Note: Fusarium and verticillium wilt are fungal diseases that often attack tomato plants, causing them to turn yellow and wilt. Affected plants may die or become too stunted and weak to produce properly. If a tomato cultivar is resistant to these diseases, you’ll see an F and/or a V after its name. An N after a name means the tomato plants are resistant to root-knot nematodes, microscopic worms that attack tomatoes at the roots. Other letters indicate other kinds of diseases.
- ‘MiRoma’ - The block-shaped fruits of this plum tomato variety have thick, meaty walls and bright red skins. The tomatoes grow to about 5 ounces on vigorous, highly-productive plants. Expect a harvest about 70 days from planting. MiRoma is a bush variety with verticillium, fusarium and root-knot nematode resistance that tops out at around 3 feet.

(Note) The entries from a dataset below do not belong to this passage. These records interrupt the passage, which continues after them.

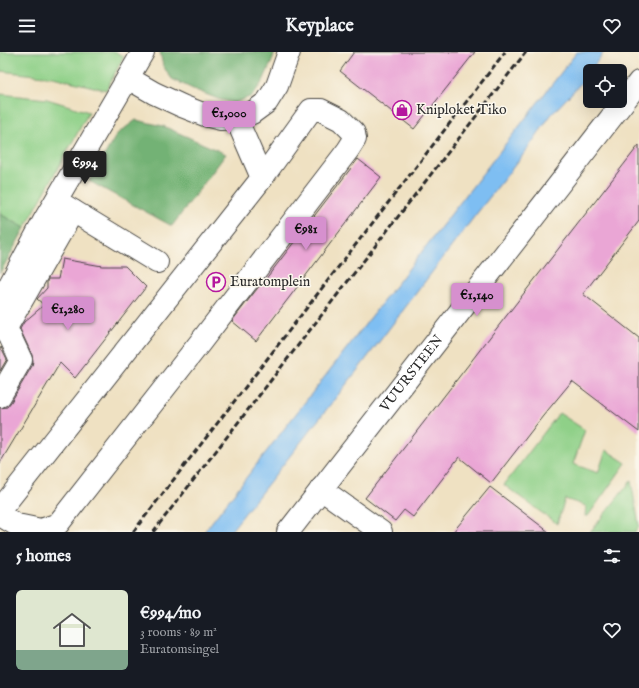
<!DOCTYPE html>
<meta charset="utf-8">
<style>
body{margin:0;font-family:"IM FELL English",serif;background:#242831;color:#f1f3f6;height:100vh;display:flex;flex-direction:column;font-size:15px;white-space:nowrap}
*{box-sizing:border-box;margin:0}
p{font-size:13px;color:#9ea1a6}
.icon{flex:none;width:22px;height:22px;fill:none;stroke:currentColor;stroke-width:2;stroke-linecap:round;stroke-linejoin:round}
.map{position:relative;height:480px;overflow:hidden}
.details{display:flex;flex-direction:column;background:#171b24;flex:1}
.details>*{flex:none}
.fabs{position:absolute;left:583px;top:12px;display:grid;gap:8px}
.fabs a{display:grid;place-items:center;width:44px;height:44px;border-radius:6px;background:#171b24;box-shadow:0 4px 16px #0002;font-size:20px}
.price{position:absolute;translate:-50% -34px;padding:0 9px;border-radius:4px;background:#d690ce;color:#111;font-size:13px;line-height:26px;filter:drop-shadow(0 1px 2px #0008)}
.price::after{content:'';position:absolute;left:50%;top:24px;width:12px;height:9px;margin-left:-6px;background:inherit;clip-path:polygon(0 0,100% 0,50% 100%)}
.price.selected{background:#222;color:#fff}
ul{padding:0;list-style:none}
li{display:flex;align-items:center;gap:12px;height:100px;padding:0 16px}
li span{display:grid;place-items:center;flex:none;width:112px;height:80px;border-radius:6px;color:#555}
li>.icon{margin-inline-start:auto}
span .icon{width:48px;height:48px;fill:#fffc;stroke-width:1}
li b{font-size:17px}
h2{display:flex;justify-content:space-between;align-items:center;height:48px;padding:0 16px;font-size:17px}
header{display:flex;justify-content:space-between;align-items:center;height:52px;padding:0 16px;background:#171b24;font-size:18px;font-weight:800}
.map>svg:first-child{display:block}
</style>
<header><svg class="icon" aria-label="menu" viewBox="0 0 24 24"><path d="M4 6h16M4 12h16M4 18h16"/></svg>Keyplace<svg class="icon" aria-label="heart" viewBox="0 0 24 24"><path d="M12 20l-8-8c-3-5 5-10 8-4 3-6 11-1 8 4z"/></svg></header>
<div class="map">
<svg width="639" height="480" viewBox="0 0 639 480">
<rect width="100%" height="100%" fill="#fbf7ec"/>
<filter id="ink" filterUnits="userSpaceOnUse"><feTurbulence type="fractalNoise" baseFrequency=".025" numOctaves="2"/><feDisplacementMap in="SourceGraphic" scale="8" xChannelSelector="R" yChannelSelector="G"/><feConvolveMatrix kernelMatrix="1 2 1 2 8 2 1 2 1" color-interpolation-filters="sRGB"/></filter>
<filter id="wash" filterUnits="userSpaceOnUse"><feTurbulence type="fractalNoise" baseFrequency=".012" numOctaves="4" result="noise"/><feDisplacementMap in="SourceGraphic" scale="16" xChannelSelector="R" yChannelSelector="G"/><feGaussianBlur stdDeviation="0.9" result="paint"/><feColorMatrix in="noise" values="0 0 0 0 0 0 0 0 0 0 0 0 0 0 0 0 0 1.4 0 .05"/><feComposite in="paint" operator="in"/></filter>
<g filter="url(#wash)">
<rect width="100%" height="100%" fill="#efe1c2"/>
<!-- green -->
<g fill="#8fd088" stroke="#5d7e5a">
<polygon points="0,0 117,0 119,2 124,4 106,38 53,25 0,19"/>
<polygon points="0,42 47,47 89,60 25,176 0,162"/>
<polygon points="559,361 585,378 573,412 598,421 606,398 626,411 588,464 585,464 586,454 565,447 557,472 504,433"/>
<polygon points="631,429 639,473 639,475 635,480 590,480"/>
</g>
<!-- forest -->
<g fill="#73b274" stroke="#4f6e50">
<polygon points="160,0 275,0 272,9 263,29 252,44 234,51 218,47 193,37 172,27 163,14"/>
<polygon points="136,68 163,74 226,102 172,174 89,129 117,82"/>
<polygon points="0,162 25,176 0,221"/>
</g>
<!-- water -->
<polygon fill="#7ebef2" stroke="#54748e" points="577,0 604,0 583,29 551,63 526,99 474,165 360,315 230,480 204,480"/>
<g id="blocks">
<!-- building -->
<g fill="#eaa6d5">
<polygon points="354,0 475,0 414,77 340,19"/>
<polygon points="639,93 639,169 583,242 639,286 639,380 572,329 543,364 491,431 459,405 413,465 404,458 395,469 365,446"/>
<polygon points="358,107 381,125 256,289 232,269 264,228 265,228"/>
<polygon points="62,207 102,214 125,214 146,235 75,326 60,311 0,411 0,356 7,355 11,350 32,314 33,309 32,303 20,277 24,270 44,253 37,247 47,236 47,229 48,227 58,227"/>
<polygon points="1,295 7,307 0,319 0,298"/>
<polygon points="490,435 549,480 453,480"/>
</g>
</g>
</g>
<g filter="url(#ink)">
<use href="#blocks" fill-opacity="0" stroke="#484642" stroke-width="1"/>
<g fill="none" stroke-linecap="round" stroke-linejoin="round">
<defs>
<g id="minor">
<polyline points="128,26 154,41 182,54 205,63 221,67 236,66 252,61 267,50 277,34 289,0"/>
<polyline points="236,66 262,126"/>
<polyline points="60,151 157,210"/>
<polyline points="0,251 45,167 143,0"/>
<polyline points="0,269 6,276 21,308 0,344"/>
<polyline points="6,276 73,159"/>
<polyline points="321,437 381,480"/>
<polyline points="0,458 262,126 311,58 321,58 341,68 354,81 355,87 348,98 199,292 58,472 41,478 17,473 0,463"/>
<path id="s1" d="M288,480L639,30"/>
</g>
</defs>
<!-- minor casing -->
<use href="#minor" stroke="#484642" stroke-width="24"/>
<!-- minor -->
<use href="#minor" stroke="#fff" stroke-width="22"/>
<!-- rail -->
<g stroke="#2b2b2b" stroke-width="3" stroke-dasharray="6 3" stroke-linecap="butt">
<polyline points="133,480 505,0"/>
<polyline points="153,480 526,0"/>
</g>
</g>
</g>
<!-- icons -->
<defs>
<symbol id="shop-ring" viewBox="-11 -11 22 22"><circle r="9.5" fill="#fbf7ec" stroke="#b5179e" stroke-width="1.5"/><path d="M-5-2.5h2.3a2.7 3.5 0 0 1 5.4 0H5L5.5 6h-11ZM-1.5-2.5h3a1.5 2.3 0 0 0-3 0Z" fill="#b5179e"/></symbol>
<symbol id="parking-ring" viewBox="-11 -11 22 22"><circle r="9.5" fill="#fbf7ec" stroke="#b5179e" stroke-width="1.5"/><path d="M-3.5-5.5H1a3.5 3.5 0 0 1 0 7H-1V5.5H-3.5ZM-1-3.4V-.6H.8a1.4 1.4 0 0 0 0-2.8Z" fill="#b5179e"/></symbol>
</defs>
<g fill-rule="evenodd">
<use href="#shop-ring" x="391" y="47" width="22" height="22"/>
<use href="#parking-ring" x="205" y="219" width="22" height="22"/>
</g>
<g text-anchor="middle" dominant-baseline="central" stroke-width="3" stroke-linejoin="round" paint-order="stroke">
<!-- poi labels -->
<g font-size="14" fill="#2b2b2b" stroke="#fbf7ec" text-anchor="start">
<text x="416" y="58">Kniploket Tiko</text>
<text x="230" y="230">Euratomplein</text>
</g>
<!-- street labels -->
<g font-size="14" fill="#2b2b2b" stroke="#fbf7ec">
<text stroke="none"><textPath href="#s1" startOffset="201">VUURSTEEN</textPath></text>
</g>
</g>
</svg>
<div class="fabs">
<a><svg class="icon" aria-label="locate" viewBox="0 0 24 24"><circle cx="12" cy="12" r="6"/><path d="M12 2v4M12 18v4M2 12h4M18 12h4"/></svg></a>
</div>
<b class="price" style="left:229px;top:83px">€1,000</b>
<b class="price selected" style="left:85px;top:133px">€994</b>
<b class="price" style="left:306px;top:199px">€981</b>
<b class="price" style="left:477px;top:265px">€1,140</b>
<b class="price" style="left:68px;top:279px">€1,280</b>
</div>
<section class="details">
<h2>5 homes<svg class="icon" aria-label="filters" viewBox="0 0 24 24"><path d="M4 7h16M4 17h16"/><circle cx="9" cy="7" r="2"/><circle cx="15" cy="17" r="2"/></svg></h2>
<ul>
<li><span style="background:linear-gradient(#dfe7d0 75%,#7fa58c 0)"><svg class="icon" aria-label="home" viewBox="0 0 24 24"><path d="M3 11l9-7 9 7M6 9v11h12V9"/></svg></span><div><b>€994/mo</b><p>3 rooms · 89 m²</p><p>Euratomsingel</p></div><svg class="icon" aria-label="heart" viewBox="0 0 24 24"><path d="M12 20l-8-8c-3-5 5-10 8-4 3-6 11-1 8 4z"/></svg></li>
</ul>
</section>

- ‘Rubia’ - ‘Rubia’ tomatoes are medium-sized, elongated fruits with smooth, red skins. They’re ready for harvest in 69 to 80 days from sowing. The vigorous plants are determinate, growing about 2 to 3 feet in height.
- ‘Yaqui’ - This high-yield variety bears extra-large fruits 75 days after planting. The blocky tomatoes are produced on vigorous plants that are well-adapted for most regions. Each ripened fruit weighs about 3 to 4 ounces. ‘Yaqui’ plants grow 10 to 24 inches tall, so they’re good for small spaces.
- ‘SuperSauce’ - This tomato’s name says it all; the fruits can weigh up to 2 pounds each. These are indeterminate plants, unlike most paste tomato varieties, but they’re easy to grow and have good disease resistance. Expect a harvest about 70 days from planting. Some gardeners report that ‘SuperSauce’ is also great for slicing because it’s meaty but not overly juicy.
Tips on growing paste tomatoes:
- Before you plant, test your soil by sending a sample to your local extension service office, if they provide testing, or purchase a kit and do your own test. Tomatoes need soil that’s rich in nutrients, so add any amendments indicated by your results.
- Give your plants at least 6 hours of full sunlight each day and loose, well-drained soil. Most paste varieties are bush tomatoes, so they won’t need staking.
- After planting, keep your tomatoes watered deeply and regularly, and mulch to help hold moisture in the ground. Stake indeterminate plants to keep the foliage and fruits out of the soil.